Whoever writes the L's daily music listings these days compared Animal Hands, who play tonight at Union Hall, to Ted Leo and Squeeze, which actually sounds about right. Apparently they're a little peeved at the existence of an at least equally excellent band called Bear Hands, although if I was in a band called Animal Hands and people were trying to Google me I would be much more concerned about the existence of Handimals.
The L's Fiction Issue reading last Thursday at the KGB Bar reminded all of us how much we love drinking vodka at that place, and also listening to people read; there's a reading tonight about "The Future of the Global Environmental Movement".

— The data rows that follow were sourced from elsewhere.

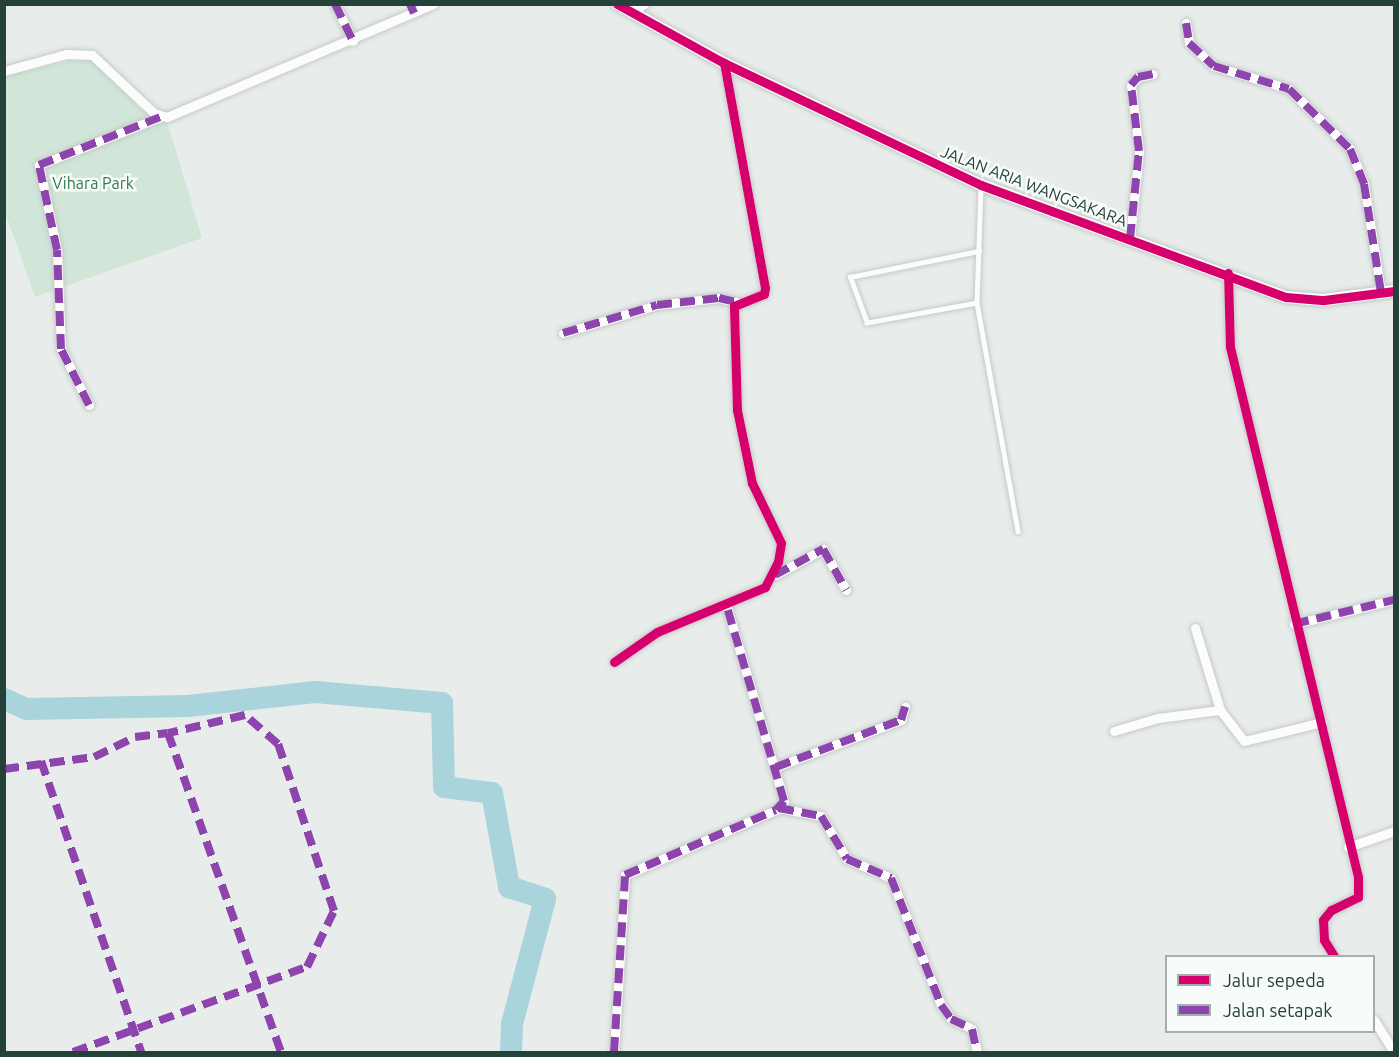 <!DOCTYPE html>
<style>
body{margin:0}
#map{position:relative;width:1399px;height:1057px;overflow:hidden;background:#e8edeb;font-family:Ubuntu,sans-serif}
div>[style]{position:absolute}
.green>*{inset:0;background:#d1e6d8}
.river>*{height:22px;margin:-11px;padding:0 11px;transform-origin:11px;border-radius:11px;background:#a9d4db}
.roads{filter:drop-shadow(0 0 2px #c5cac8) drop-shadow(0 0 2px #c5cac8)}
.service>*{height:4.5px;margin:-2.25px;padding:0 2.25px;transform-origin:2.25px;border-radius:2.25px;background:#fcfcfc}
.minor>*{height:9px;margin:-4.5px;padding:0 4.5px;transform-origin:4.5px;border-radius:4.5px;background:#fcfcfc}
.tertiary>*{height:12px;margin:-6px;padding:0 6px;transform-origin:6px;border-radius:6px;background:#fcfcfc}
.quiet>*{height:8px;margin-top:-4px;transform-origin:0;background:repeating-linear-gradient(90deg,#8e44ad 0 15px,transparent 0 23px)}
.cycleway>*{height:9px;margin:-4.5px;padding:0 4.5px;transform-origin:4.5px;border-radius:4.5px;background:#d6006c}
span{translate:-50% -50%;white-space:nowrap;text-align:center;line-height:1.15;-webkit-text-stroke:5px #f7fbf9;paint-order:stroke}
.park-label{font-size:16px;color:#2d7a4b}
.street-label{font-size:16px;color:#24423a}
.frame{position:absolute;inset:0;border:6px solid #24423a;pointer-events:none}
.legend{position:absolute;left:1165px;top:955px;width:210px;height:78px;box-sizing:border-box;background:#f7fbf9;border:2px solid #a3b1ad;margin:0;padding:8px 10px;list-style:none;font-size:18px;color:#24423a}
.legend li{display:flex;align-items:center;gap:12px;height:30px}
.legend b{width:30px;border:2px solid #a3b1ad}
</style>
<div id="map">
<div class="green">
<i style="clip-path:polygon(93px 56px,137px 106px,149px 113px,164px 111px,202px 238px,35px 297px,5px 212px,5px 76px)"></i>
</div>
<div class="river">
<i style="left:4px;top:699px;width:24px;rotate:24deg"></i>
<i style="left:26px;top:709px;width:162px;rotate:-1.1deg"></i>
<i style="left:188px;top:706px;width:128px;rotate:-6.3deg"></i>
<i style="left:315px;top:692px;width:127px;rotate:5deg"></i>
<i style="left:442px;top:703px;width:84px;rotate:88.6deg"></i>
<i style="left:444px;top:787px;width:48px;rotate:7.1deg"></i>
<i style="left:492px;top:793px;width:96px;rotate:79.7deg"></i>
<i style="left:509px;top:887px;width:38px;rotate:18deg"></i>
<i style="left:545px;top:899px;width:129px;rotate:104.8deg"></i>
<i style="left:512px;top:1024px;width:28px;rotate:92deg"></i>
</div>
<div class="roads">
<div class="service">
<i style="left:981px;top:188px;width:115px;rotate:92deg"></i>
<i style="left:977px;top:303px;width:232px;rotate:79.8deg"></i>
<i style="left:977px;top:303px;width:112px;rotate:169.7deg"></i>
<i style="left:867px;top:323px;width:49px;rotate:-110.3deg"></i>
<i style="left:850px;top:277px;width:132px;rotate:-11.4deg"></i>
</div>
<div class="minor">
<i style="left:335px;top:4px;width:41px;rotate:64.1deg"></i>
<i style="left:631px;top:12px;width:15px;rotate:-32deg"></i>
<i style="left:1186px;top:23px;width:20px;rotate:81deg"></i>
<i style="left:1189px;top:43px;width:34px;rotate:43deg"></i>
<i style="left:1214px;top:66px;width:78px;rotate:17deg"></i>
<i style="left:1289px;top:89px;width:86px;rotate:44.5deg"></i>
<i style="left:1350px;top:149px;width:38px;rotate:68deg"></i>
<i style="left:1364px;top:184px;width:110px;rotate:81.1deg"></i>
<i style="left:4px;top:71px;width:64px;rotate:-15.3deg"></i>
<i style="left:66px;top:54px;width:26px;rotate:2deg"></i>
<i style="left:92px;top:55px;width:85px;rotate:43.1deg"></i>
<i style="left:154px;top:113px;width:14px;rotate:17deg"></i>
<i style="left:167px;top:117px;width:289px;rotate:-23deg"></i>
<i style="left:1130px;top:239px;width:88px;rotate:-84.2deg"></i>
<i style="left:1139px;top:151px;width:66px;rotate:-96.9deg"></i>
<i style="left:1131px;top:85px;width:11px;rotate:-49deg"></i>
<i style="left:1138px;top:77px;width:15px;rotate:-11deg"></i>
<i style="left:1228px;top:273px;width:74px;rotate:88.5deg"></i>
<i style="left:1230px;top:347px;width:545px;rotate:76.42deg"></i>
<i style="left:1358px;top:877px;width:20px;rotate:90deg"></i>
<i style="left:1358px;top:897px;width:30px;rotate:154deg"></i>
<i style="left:1331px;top:910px;width:13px;rotate:129deg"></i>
<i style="left:1323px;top:920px;width:20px;rotate:87deg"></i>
<i style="left:1324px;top:940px;width:19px;rotate:58deg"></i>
<i style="left:563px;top:333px;width:98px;rotate:-16.6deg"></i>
<i style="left:657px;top:305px;width:62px;rotate:-6.4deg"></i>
<i style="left:719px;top:298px;width:18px;rotate:13deg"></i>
<i style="left:89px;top:405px;width:63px;rotate:-116.6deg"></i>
<i style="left:61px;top:349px;width:99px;rotate:-92.3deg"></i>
<i style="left:57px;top:250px;width:87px;rotate:-102deg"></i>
<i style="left:39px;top:165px;width:130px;rotate:-21.6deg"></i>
<i style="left:775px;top:575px;width:55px;rotate:-28.4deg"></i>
<i style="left:823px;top:549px;width:47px;rotate:60.7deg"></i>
<i style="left:1294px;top:624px;width:103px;rotate:-13.5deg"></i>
<i style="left:1195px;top:628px;width:86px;rotate:73deg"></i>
<i style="left:1220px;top:710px;width:39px;rotate:52deg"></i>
<i style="left:1244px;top:741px;width:80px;rotate:-13.7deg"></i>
<i style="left:614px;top:662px;width:52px;rotate:-34.9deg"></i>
<i style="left:657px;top:632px;width:117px;rotate:-22.6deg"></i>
<i style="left:765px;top:587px;width:28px;rotate:-63deg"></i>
<i style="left:778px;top:562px;width:19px;rotate:-81deg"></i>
<i style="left:781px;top:543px;width:67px;rotate:-115.8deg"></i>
<i style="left:752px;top:483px;width:75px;rotate:-101.6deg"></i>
<i style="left:737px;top:410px;width:104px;rotate:-91.7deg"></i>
<i style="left:734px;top:306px;width:32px;rotate:-22deg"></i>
<i style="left:764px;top:294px;width:6px;rotate:-81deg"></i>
<i style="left:765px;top:288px;width:229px;rotate:-100.3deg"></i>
<i style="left:1114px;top:731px;width:46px;rotate:-16.5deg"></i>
<i style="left:1158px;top:718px;width:63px;rotate:-7.4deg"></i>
<i style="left:776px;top:767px;width:134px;rotate:-20.6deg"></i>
<i style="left:901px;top:720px;width:14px;rotate:-73deg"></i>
<i style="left:779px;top:808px;width:43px;rotate:10.8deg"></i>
<i style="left:821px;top:816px;width:50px;rotate:58.8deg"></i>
<i style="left:847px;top:859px;width:48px;rotate:23.4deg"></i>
<i style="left:891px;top:878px;width:136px;rotate:68.5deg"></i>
<i style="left:941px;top:1005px;width:17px;rotate:54deg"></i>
<i style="left:951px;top:1019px;width:23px;rotate:25deg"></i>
<i style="left:972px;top:1029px;width:24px;rotate:78deg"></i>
<i style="left:1348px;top:847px;width:49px;rotate:-19.2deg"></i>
<i style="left:1374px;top:1020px;width:38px;rotate:58deg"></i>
<i style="left:614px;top:1052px;width:177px;rotate:-86.4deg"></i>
<i style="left:625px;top:875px;width:164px;rotate:-23.3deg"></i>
<i style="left:776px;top:810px;width:12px;rotate:-48deg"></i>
<i style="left:784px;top:801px;width:202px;rotate:-106.4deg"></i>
</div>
<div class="tertiary">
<i style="left:617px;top:4px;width:122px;rotate:28.9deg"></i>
<i style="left:724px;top:63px;width:284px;rotate:25.4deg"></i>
<i style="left:981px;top:185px;width:325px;rotate:20.2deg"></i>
<i style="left:1286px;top:297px;width:38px;rotate:5deg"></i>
<i style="left:1324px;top:300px;width:71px;rotate:-7.3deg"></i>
</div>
</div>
<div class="quiet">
<i style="left:335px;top:4px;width:41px;rotate:64.1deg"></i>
<i style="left:410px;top:4px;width:10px;rotate:66deg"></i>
<i style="left:1186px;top:23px;width:20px;rotate:81deg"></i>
<i style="left:1189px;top:43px;width:34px;rotate:43deg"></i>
<i style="left:1214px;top:66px;width:78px;rotate:17deg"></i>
<i style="left:1289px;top:89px;width:86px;rotate:44.5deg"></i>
<i style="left:1350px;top:149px;width:38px;rotate:68deg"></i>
<i style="left:1364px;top:184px;width:110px;rotate:81.1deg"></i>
<i style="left:1130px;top:239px;width:88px;rotate:-84.2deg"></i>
<i style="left:1139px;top:151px;width:66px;rotate:-96.9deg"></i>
<i style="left:1131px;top:85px;width:11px;rotate:-49deg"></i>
<i style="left:1138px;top:77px;width:15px;rotate:-11deg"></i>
<i style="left:563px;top:333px;width:98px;rotate:-16.6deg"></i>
<i style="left:657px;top:305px;width:62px;rotate:-6.4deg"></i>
<i style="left:719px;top:298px;width:18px;rotate:13deg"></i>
<i style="left:89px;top:405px;width:63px;rotate:-116.6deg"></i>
<i style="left:61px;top:349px;width:99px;rotate:-92.3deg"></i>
<i style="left:57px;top:250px;width:87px;rotate:-102deg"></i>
<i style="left:39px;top:165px;width:130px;rotate:-21.6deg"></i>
<i style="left:775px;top:575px;width:55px;rotate:-28.4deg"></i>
<i style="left:823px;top:549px;width:47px;rotate:60.7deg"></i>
<i style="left:1294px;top:624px;width:103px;rotate:-13.5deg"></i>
<i style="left:41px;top:761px;width:308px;rotate:71deg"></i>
<i style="left:776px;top:767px;width:134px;rotate:-20.6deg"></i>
<i style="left:901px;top:720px;width:14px;rotate:-73deg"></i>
<i style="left:4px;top:769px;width:91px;rotate:-7.6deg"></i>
<i style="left:94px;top:757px;width:46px;rotate:-26deg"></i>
<i style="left:135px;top:737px;width:33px;rotate:-7deg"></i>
<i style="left:168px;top:733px;width:338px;rotate:70.5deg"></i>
<i style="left:779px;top:808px;width:43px;rotate:10.8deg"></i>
<i style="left:821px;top:816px;width:50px;rotate:58.8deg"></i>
<i style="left:847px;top:859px;width:48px;rotate:23.4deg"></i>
<i style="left:891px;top:878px;width:136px;rotate:68.5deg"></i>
<i style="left:941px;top:1005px;width:17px;rotate:54deg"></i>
<i style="left:951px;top:1019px;width:23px;rotate:25deg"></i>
<i style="left:972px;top:1029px;width:24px;rotate:78deg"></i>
<i style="left:73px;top:1052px;width:249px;rotate:-20deg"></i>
<i style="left:307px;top:967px;width:62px;rotate:-64.3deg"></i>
<i style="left:334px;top:911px;width:176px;rotate:-108.5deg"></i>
<i style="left:278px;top:744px;width:44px;rotate:-138.7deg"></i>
<i style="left:245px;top:715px;width:79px;rotate:166.8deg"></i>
<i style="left:614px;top:1052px;width:177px;rotate:-86.4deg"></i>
<i style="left:625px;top:875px;width:164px;rotate:-23.3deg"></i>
<i style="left:776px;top:810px;width:12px;rotate:-48deg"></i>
<i style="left:784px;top:801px;width:202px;rotate:-106.4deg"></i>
</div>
<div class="cycleway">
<i style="left:617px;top:4px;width:122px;rotate:28.9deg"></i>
<i style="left:724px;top:63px;width:284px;rotate:25.4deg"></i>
<i style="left:981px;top:185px;width:325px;rotate:20.2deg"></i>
<i style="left:1286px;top:297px;width:38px;rotate:5deg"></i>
<i style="left:1324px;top:300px;width:71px;rotate:-7.3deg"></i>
<i style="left:1228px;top:273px;width:74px;rotate:88.5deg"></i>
<i style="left:1230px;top:347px;width:545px;rotate:76.42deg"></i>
<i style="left:1358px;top:877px;width:20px;rotate:90deg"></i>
<i style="left:1358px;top:897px;width:30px;rotate:154deg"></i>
<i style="left:1331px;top:910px;width:13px;rotate:129deg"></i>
<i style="left:1323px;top:920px;width:20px;rotate:87deg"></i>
<i style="left:1324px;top:940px;width:19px;rotate:58deg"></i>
<i style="left:614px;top:662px;width:52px;rotate:-34.9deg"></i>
<i style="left:657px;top:632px;width:117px;rotate:-22.6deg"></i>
<i style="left:765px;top:587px;width:28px;rotate:-63deg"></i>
<i style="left:778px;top:562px;width:19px;rotate:-81deg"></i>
<i style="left:781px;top:543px;width:67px;rotate:-115.8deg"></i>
<i style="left:752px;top:483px;width:75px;rotate:-101.6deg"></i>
<i style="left:737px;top:410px;width:104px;rotate:-91.7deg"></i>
<i style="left:734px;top:306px;width:32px;rotate:-22deg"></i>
<i style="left:764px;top:294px;width:6px;rotate:-81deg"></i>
<i style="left:765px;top:288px;width:229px;rotate:-100.3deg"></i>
</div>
<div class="park-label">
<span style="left:93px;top:183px">Vihara Park</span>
</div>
<div class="street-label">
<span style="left:1034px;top:186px;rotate:21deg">JALAN ARIA WANGSAKARA</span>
</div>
<div class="frame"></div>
<ul class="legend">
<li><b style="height:8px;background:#d6006c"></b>Jalur sepeda</li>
<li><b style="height:8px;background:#8e44ad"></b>Jalan setapak</li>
</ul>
</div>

Like a said earlier, Nagisa Oshima's Boy, which plays tonight at the Walter Reade, is completely unavailable to rent and very much worth seeing: it's the ripped-from-the-headlines case of a a war-scarred father and ineffectual mother whose main source of income is using their 10-year-old son to stage auto accidents and extorting money from drivers. Oshima elides key incidents, jars the frame with tints, and, most aggressively, pushes his characters to the extreme edges of his widescreen frame — even the movie of their lives is a harsh struggle against marginalization. Oshima regular Fumio Watanabe, a blandly handsome everydude, plays the father, and his face is contorted into a raging nightmare of fatherhood (and the national character) no less frightening for its impotence — but as volatile as the movie is, Oshima's attention to the uncanny performance of young Tetsuo Abe (his only film role) makes for a devastating emotional experience.